I found a thin place this week watching the season premiere
of the TV show The Voice. This is a
show where people come and sing for a panel of judges who can hear them but
can’t see them. The judges will accept
or reject them based on their singing
alone, and often based on some rather intangible
qualities that can come through in a performance. Many of these performers see this as their
one chance to live their most deeply
heartfelt dream. Some of these
performers have known incredible
heartbreak and that comes through in their singing and allows their
performance of that song to be a thin place.
Most of them don’t mention God, but I
felt like I was hearing the heart of God through them.
Where and when have you experienced thin places?
Sometimes a hospital
room is a thin place. There was
college student doing an internship as a chaplain at a hospital. It’s a tough internship at first because the
student has very little training before they start visiting patients and their
families. In one of this chaplain’s
visits, she walked into a room where a man sat beside the bed of his wife who
was unconscious. The man had just been
told that his wife had very little time left.
He was angry at God and not much interested in talking to the
chaplain. He told her, “Unless you can tell me where God is in
this, you can leave.” The chaplain
stood there unsure what to do or say.
She said a silent prayer. “God,
help me.” And suddenly she was overcome
by the man’s grief and she began to weep.
In that moment, through that
chaplain, the man was able to see the heart of God. God was there weeping with him. And the chaplain stayed and sat with him for
quite awhile.[7] That was a thin place, a generous opportunity
to encounter heaven on earth.
God gives us a lifetime of opportunities to know him
personally, to know his generous grace, and to be a part of heaven on earth.

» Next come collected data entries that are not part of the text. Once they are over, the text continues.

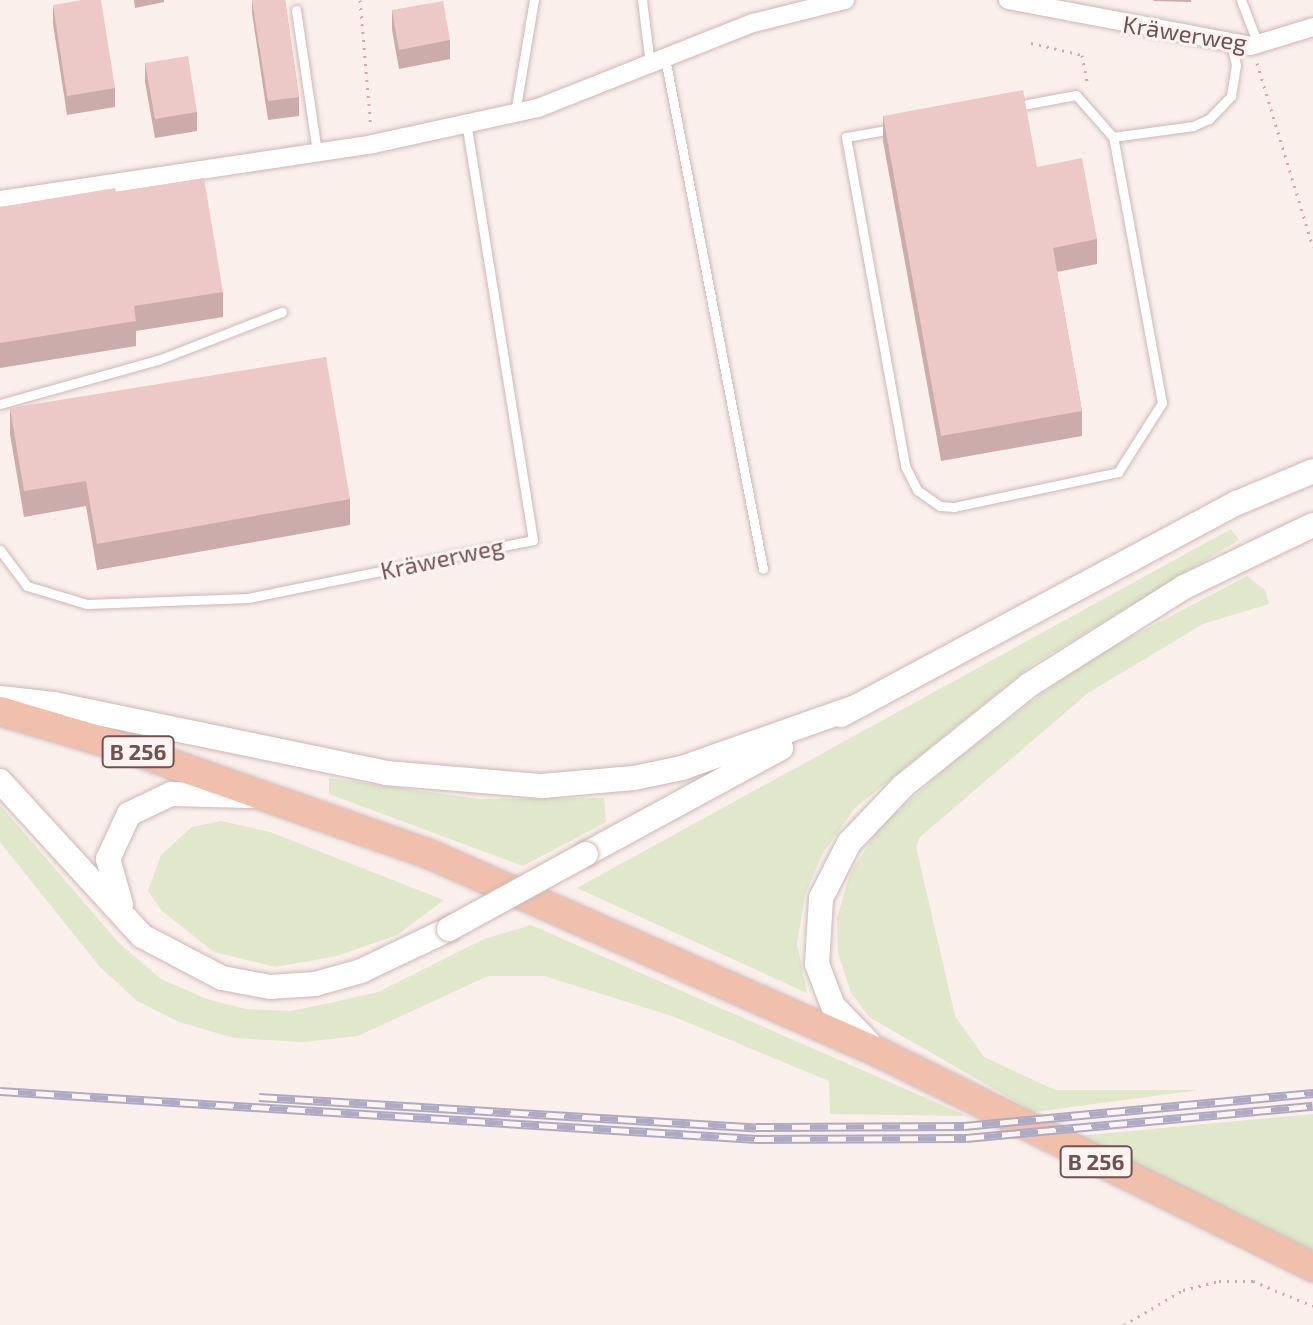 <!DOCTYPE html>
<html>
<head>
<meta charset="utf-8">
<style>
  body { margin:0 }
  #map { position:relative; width:1313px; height:1325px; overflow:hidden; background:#faefeb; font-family:"Exo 2",sans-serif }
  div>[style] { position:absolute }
  .green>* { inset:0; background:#e0e7cb }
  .path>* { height:3px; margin-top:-1.5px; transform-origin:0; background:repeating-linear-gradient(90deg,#d2aba9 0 2px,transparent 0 8px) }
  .roads { filter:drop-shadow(0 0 2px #cdb7b5) drop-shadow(0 0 2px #cdb7b5) }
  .service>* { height:9px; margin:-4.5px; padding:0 4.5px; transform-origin:4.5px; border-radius:4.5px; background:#fff }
  .minor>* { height:18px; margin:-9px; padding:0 9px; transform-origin:9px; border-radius:9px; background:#fff }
  .secondary>* { height:24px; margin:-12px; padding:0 12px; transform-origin:12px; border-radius:12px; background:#fff }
  .primary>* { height:28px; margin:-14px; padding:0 14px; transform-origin:14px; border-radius:14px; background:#f0c0ac }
  .rail>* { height:9px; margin-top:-4.5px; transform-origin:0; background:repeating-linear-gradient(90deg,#fdf4f1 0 18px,#afaac4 0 36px); box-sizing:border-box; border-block:2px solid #afaac4 }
  .bridges { filter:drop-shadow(0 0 2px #d0b6b3) drop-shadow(0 0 2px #d0b6b3) }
  .secondary-bridge>* { height:24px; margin:-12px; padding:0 12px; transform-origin:12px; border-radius:12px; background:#fff }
  .wall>* { inset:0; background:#cbacaa }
  .building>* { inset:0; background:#ecc8c6 }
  span { translate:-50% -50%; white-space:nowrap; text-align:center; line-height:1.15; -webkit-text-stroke:6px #fdf4f1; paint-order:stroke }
  .shield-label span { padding:2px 6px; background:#fdf4f1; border:2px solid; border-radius:6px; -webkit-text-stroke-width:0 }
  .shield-label { font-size:22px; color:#735151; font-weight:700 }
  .street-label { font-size:24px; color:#735151 }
</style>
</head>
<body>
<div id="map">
  <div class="green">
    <i style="clip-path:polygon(1231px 529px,1239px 540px,1032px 665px,855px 808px,823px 853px,805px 895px,797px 943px,807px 993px,577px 888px)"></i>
    <i style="clip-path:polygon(1247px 576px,1265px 590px,1269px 604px,1203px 624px,1088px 693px,920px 837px,916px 847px,955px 1016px,984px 1057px,1055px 1090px,1199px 1090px,1034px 1112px,869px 1017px,851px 993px,838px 953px,837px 918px,850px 874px,880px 826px,958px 758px,1084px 662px)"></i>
    <i style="clip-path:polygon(329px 778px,479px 799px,604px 798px,606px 822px,523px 866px,329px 794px)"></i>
    <i style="clip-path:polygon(0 805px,119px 943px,161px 979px,207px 999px,245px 1009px,291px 1011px,330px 1003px,378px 992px,484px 939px,531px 925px,967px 1116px,830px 1114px,829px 1081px,672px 1016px,544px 976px,488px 976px,358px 1036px,303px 1042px,234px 1038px,179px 1022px,137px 1001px,99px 966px,0 842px)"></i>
    <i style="clip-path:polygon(221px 821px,270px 832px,444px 900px,397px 935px,337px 956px,275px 967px,214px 952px,162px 911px,148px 891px,161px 855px,192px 827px)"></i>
    <i style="clip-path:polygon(1313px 1114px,1313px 1250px,1078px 1136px)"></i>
  </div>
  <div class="path">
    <i style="left:360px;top:0;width:128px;rotate:85.1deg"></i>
    <i style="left:1031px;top:43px;width:52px;rotate:13.2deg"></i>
    <i style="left:1082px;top:55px;width:32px;rotate:79deg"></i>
    <i style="left:1257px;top:63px;width:192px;rotate:73.1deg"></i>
    <i style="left:1124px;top:1325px;width:69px;rotate:-30.7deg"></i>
    <i style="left:1183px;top:1290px;width:37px;rotate:-14deg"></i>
    <i style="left:1219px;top:1281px;width:34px"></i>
    <i style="left:1253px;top:1281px;width:65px;rotate:22.6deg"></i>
  </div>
  <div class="roads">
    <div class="service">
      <i style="left:642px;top:0;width:64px;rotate:82.9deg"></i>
      <i style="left:1241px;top:0;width:47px;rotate:68.9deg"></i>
      <i style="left:296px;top:10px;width:144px;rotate:81.6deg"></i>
      <i style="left:665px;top:58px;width:520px;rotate:79.14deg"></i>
      <i style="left:1017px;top:106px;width:60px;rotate:-10.6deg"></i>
      <i style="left:1076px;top:95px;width:56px;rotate:48.6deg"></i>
      <i style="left:1113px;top:137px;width:81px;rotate:-7.8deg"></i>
      <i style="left:1193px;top:126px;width:17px;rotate:-24deg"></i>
      <i style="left:1209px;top:119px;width:32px;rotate:-46deg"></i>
      <i style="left:1231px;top:96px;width:31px;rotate:-81deg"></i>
      <i style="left:1236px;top:65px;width:23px;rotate:-103deg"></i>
      <i style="left:515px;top:113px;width:115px;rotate:-80.5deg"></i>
      <i style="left:892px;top:129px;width:47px;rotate:170.1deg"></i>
      <i style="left:846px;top:137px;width:334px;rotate:79.8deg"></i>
      <i style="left:905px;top:466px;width:27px;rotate:63deg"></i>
      <i style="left:917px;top:490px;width:28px;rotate:35deg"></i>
      <i style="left:940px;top:506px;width:14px;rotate:4deg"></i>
      <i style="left:954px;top:507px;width:168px;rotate:-12deg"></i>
      <i style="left:1118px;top:472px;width:82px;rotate:-57.5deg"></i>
      <i style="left:1162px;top:403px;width:270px;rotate:-100.4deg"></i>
      <i style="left:0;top:404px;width:164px;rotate:-15.6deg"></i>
      <i style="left:158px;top:360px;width:133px;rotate:-21.2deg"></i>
      <i style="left:0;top:550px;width:45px;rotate:53.1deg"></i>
      <i style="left:27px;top:586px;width:63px;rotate:16.7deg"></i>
      <i style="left:87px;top:604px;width:161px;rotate:-2.1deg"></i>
      <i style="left:248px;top:598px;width:291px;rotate:-11.5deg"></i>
      <i style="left:533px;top:540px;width:422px;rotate:-99.1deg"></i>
    </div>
    <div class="minor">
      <i style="left:1008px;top:0;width:247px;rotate:10.7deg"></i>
      <i style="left:1251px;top:46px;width:65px;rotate:-17deg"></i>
      <i style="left:0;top:200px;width:377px;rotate:-8.5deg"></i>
      <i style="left:373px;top:144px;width:169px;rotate:-12.3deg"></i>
      <i style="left:538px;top:108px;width:231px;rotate:-21.6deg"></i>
      <i style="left:753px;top:23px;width:95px;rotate:-14deg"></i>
    </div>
    <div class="secondary">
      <i style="left:0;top:698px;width:54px;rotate:6.3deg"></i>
      <i style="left:54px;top:704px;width:339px;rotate:11.7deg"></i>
      <i style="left:386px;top:773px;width:157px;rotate:4.8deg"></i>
      <i style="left:542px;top:786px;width:92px;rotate:-5deg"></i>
      <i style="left:634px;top:778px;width:49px;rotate:-11.8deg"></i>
      <i style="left:682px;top:768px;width:183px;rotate:-19.4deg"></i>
      <i style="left:841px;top:715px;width:449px;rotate:-28.2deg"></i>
      <i style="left:1237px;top:503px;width:82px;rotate:-22.8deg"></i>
      <i style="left:0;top:781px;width:210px;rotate:47.5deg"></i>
      <i style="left:142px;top:936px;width:90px;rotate:27.7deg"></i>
      <i style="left:222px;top:978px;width:49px;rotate:10.6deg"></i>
      <i style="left:270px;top:987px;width:45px;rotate:-3.8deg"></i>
      <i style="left:315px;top:984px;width:48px;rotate:-15.8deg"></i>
      <i style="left:361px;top:971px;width:98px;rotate:-25.5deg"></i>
      <i style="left:586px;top:854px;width:222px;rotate:-28.5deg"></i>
      <i style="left:121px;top:904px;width:47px;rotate:-106.1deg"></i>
      <i style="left:108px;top:859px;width:50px;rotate:-65deg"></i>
      <i style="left:129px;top:814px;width:47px;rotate:-25.5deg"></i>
      <i style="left:171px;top:794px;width:79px;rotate:1.5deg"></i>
      <i style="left:868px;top:1042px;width:50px;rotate:-134.2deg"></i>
      <i style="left:833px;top:1006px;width:45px;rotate:-110.9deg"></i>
      <i style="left:817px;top:964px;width:66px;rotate:-86.5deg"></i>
      <i style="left:821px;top:898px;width:62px;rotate:-63deg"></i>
      <i style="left:849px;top:843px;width:79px;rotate:-46.5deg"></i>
      <i style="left:903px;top:786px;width:161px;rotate:-38.7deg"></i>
      <i style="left:1029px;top:685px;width:183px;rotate:-32.3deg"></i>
      <i style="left:1184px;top:587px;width:143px;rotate:-25.7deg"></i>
    </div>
    <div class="primary">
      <i style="left:0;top:711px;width:138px;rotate:16.5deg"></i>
      <i style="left:132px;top:750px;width:315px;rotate:19.3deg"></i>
      <i style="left:429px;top:854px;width:495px;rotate:23.8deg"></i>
      <i style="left:882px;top:1054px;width:481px;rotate:26.3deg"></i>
    </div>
  </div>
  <div class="rail">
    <i style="left:0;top:1091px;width:758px;rotate:3.63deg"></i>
    <i style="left:756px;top:1139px;width:210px;rotate:-0.3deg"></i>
    <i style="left:966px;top:1138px;width:348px;rotate:-5.3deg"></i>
    <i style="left:259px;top:1097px;width:498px;rotate:3.5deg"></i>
    <i style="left:756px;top:1127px;width:208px;rotate:-0.3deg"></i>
    <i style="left:964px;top:1126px;width:351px;rotate:-5.4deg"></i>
  </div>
  <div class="bridges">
    <div class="secondary-bridge">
      <i style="left:449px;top:929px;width:156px;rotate:-28.7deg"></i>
    </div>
  </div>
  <div class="wall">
    <i style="clip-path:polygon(134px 0,164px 0,164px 2px,135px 8px)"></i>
    <i style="clip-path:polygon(252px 0,285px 0,299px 97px,299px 116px,268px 120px,252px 13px)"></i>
    <i style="clip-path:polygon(1153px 0,1191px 0,1191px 2px,1154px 1px)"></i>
    <i style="clip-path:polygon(53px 5px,115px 88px,115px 107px,67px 115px,53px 24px)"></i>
    <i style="clip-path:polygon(392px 10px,450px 40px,450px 59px,399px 69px,392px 30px)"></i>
    <i style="clip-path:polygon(145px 63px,197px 112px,197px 131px,155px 138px,145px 82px)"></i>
    <i style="clip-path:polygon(883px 116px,1037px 167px,1097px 239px,1097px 264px,1057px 272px,1082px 411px,1082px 436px,941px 461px,883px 141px)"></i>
    <i style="clip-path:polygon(116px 192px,223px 292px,223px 317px,136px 331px,136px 346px,0 368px,0 207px)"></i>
    <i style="clip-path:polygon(10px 408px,350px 499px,350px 525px,97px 570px,86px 506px,24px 517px,10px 434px)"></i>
  </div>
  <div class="building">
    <i style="clip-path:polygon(82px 0,101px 0,115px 88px,67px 96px,53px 5px)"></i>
    <i style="clip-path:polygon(252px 0,285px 0,299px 97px,268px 101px)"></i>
    <i style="clip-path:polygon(443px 1px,450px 40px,399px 50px,392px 10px)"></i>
    <i style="clip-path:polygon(188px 56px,197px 112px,155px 119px,145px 63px)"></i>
    <i style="clip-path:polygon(1023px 90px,1037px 167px,1082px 158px,1097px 239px,1053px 248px,1082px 411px,941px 436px,883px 116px)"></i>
    <i style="clip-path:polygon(204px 178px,223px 292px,134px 306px,136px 321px,0 343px,0 207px,115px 188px,116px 192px)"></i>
    <i style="clip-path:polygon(326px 357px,350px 499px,97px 544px,86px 481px,24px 491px,10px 408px)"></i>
  </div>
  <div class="shield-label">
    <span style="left:138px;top:752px">B 256</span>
    <span style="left:1096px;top:1162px">B 256</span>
  </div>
  <div class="street-label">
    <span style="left:1185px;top:33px;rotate:9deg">Kräwerweg</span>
    <span style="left:442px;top:558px;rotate:-12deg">Kräwerweg</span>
  </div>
</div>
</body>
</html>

Once we are dead, the opportunities have ended, but the most amazing thing
about life is that every day, every
moment is a new opportunity to have
a fresh start and to find and create thin places through our heartfelt
seeking of God and of sharing
God’s love and grace with other people. Sometimes
it might seem like there are uncrossable chasms between us and God, and
between us and other people, especially between us and people who are different from us.
Every moment until we breath our last moment is an
opportunity to cross those chasms, and to find or create thin places.
Let us thank God for all of these generous opportunities.
Melissa, I truly enjoyed reading this week's blog post. It is very insightful.